One state at a time, Pyle copy-and-pastes his way to misinforming readers of American newspapers.
Recycling already debunked information
The Pyle op-eds mostly regurgitate previously debunked information about wind power and other renewables.
In addition to citing the example of Solyndra, which has nothing to do with wind power, Pyle chooses to use a widely discredited CBS report that doesn’t mention wind power once as an indictment of the clean energy industry, a convenient, but fact-free attempt to fulfill his – and his funders’ – agenda.

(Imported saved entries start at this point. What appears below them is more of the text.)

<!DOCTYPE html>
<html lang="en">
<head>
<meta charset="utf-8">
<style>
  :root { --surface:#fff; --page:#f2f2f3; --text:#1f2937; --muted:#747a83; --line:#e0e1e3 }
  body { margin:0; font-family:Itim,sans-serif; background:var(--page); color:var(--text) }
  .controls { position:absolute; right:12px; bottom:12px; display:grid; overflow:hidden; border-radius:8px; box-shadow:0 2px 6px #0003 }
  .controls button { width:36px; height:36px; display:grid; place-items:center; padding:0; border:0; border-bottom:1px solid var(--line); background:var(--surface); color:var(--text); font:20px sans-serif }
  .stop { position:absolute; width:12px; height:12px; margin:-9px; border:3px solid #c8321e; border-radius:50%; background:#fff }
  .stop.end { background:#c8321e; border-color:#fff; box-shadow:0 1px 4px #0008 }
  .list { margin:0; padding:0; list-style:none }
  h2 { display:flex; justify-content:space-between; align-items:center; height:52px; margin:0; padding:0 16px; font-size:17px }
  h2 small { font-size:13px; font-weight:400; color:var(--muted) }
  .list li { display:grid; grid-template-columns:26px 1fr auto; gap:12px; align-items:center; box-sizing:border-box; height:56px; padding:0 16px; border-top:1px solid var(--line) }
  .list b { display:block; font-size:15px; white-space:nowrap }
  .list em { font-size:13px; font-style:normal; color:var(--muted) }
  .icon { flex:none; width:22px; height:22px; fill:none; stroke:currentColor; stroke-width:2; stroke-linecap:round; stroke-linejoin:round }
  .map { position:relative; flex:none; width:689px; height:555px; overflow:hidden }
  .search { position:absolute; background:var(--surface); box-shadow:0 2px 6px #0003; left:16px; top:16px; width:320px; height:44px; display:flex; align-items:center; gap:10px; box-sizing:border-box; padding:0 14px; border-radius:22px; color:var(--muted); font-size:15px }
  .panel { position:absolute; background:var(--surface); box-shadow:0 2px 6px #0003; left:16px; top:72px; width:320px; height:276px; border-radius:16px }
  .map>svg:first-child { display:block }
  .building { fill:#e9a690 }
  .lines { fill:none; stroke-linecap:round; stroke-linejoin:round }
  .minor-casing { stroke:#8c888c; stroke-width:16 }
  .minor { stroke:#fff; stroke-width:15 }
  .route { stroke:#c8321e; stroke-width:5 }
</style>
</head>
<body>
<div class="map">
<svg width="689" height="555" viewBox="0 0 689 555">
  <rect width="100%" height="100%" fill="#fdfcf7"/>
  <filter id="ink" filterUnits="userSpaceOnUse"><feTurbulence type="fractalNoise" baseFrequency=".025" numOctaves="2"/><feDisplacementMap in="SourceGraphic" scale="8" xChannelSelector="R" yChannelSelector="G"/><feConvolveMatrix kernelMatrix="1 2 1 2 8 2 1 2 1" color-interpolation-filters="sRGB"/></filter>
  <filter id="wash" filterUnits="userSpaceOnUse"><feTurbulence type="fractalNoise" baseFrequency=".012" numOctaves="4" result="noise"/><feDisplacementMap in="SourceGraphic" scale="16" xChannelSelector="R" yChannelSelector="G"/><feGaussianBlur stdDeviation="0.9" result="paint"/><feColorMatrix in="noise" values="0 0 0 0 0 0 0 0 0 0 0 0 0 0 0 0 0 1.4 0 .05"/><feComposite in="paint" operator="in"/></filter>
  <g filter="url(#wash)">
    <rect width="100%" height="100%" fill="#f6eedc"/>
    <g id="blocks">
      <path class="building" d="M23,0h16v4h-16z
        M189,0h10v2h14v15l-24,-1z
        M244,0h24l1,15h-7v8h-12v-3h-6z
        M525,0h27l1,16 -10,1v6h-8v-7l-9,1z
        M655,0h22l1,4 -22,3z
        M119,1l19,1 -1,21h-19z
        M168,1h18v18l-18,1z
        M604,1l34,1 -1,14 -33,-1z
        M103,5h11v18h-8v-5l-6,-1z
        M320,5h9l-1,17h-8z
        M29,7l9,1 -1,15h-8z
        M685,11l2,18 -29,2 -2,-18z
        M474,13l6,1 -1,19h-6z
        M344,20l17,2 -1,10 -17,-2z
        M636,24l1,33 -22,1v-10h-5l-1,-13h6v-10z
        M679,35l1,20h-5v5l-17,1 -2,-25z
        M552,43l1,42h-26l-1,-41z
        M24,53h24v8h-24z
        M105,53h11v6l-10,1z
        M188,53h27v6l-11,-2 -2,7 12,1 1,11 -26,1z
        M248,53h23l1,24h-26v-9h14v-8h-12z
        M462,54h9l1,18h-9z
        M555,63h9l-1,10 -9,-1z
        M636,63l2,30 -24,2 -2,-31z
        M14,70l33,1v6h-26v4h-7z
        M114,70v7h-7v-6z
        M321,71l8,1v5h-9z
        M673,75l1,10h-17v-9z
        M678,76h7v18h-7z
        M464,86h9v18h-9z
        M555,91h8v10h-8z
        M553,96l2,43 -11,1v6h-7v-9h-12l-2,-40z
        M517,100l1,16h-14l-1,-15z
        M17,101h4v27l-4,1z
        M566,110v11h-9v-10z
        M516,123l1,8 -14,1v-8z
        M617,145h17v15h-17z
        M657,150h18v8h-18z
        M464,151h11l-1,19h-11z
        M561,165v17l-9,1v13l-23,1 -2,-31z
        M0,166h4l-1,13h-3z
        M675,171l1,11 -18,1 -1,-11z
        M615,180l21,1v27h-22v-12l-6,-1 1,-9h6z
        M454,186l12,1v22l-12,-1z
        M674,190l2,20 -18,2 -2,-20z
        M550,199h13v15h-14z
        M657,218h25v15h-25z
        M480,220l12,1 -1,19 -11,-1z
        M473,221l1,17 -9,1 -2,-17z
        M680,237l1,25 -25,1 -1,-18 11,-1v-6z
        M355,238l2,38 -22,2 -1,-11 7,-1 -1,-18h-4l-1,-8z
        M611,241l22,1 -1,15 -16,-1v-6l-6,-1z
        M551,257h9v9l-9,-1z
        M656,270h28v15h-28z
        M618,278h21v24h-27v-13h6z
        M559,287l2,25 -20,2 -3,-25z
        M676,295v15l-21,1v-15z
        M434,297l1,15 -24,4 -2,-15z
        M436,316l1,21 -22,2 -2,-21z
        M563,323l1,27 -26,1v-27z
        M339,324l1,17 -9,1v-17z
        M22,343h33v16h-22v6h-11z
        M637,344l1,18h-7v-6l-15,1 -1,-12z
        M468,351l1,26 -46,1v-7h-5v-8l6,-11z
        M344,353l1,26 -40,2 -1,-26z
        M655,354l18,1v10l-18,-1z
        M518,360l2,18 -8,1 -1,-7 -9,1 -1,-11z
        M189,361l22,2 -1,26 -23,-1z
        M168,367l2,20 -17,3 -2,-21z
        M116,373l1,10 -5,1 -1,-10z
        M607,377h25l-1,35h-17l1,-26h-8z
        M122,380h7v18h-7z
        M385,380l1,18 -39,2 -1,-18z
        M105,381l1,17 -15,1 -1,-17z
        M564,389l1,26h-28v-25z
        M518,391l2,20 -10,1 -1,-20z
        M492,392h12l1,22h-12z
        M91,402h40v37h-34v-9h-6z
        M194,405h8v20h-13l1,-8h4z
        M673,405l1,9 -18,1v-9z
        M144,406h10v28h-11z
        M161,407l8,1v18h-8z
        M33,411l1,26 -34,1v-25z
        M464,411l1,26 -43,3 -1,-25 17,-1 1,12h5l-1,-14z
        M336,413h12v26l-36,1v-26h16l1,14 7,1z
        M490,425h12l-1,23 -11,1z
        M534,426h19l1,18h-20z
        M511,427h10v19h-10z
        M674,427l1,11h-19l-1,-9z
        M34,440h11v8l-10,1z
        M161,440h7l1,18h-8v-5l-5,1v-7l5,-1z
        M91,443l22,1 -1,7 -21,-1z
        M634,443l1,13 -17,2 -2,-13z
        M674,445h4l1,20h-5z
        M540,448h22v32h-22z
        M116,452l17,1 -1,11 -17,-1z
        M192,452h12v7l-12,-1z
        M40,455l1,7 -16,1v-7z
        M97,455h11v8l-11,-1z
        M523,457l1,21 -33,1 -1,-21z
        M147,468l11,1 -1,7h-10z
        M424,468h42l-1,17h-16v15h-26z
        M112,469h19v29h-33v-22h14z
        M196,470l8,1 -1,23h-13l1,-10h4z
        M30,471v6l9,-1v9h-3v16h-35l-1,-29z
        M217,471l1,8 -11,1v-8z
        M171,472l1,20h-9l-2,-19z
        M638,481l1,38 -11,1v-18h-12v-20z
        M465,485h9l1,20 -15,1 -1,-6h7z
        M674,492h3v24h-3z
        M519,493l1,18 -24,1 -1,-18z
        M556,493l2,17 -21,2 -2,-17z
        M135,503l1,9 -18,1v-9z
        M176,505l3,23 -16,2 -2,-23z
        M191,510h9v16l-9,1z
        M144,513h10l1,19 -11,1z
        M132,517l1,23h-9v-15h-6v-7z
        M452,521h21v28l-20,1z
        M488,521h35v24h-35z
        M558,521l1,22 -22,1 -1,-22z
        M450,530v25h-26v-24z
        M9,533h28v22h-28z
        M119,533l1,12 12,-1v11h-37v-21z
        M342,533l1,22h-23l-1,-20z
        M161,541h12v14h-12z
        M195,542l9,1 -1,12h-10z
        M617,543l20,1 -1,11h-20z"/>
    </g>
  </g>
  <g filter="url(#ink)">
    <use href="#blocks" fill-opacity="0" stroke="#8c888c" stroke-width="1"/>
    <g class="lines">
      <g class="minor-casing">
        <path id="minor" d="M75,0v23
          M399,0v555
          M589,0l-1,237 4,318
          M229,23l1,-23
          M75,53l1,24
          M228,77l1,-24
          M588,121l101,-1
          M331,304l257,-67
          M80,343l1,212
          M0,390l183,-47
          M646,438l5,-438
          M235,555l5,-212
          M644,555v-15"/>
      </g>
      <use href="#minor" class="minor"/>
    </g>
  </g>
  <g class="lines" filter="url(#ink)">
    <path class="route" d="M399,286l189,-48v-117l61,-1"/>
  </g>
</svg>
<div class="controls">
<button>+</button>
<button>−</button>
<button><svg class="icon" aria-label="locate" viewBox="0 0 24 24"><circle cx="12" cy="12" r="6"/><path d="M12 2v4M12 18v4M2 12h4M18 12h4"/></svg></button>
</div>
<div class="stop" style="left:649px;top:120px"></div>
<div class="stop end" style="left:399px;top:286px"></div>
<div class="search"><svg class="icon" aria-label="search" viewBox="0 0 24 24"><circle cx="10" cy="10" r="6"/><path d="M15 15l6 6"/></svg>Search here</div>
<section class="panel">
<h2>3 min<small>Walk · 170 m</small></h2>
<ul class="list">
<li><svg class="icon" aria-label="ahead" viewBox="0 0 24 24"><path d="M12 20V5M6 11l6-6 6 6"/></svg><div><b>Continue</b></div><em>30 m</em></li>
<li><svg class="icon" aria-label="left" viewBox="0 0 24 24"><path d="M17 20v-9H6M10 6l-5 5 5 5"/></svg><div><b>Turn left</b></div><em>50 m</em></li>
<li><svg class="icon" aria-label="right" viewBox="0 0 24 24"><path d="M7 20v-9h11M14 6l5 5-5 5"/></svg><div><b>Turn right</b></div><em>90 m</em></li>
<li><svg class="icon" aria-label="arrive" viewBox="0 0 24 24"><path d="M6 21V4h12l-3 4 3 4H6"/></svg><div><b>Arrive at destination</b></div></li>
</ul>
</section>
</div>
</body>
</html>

Environmental Entrepreneurs (E2), a national group composed of over 850 business leaders, responded to poorly assembled CBS report with their own rebuttal:
[S]uggesting clean tech has “crashed” is just plain wrong. The overall failure rate of DOE investments in clean energy projects is remarkably low. And for some reason, 60 Minutes chose to ignore the fact that renewable energy last year was the biggest supplier of new electricity in America. – E2
Pyle attacks the clean energy jobs created by wind power by citing an ancient report known as the “Spanish study.” As if stepping into his own personal time machine, Pyle travels half a decade into the past, searching for a moment when this report wasn’t so thoroughly debunked that there’s even a comprehensive list of everything wrong with it. Using a study so questionable that it was thrown out by both the U.S. and Spanish governments does not lend credibility.
Even if it were valid in Spain (which it’s not), it wouldn’t apply here because wind power costs less and is driving down consumer bills here.
Pyle tees off his collection of misinformation with the claim that some states receive no benefit from wind energy, so the federal PTC is somehow unfair to them. In fact all 50 states have either wind farms or factories in the supply chain, and many utilities source wind power from across state lines. Low-wind-speed technology is bringing turbines to many more areas.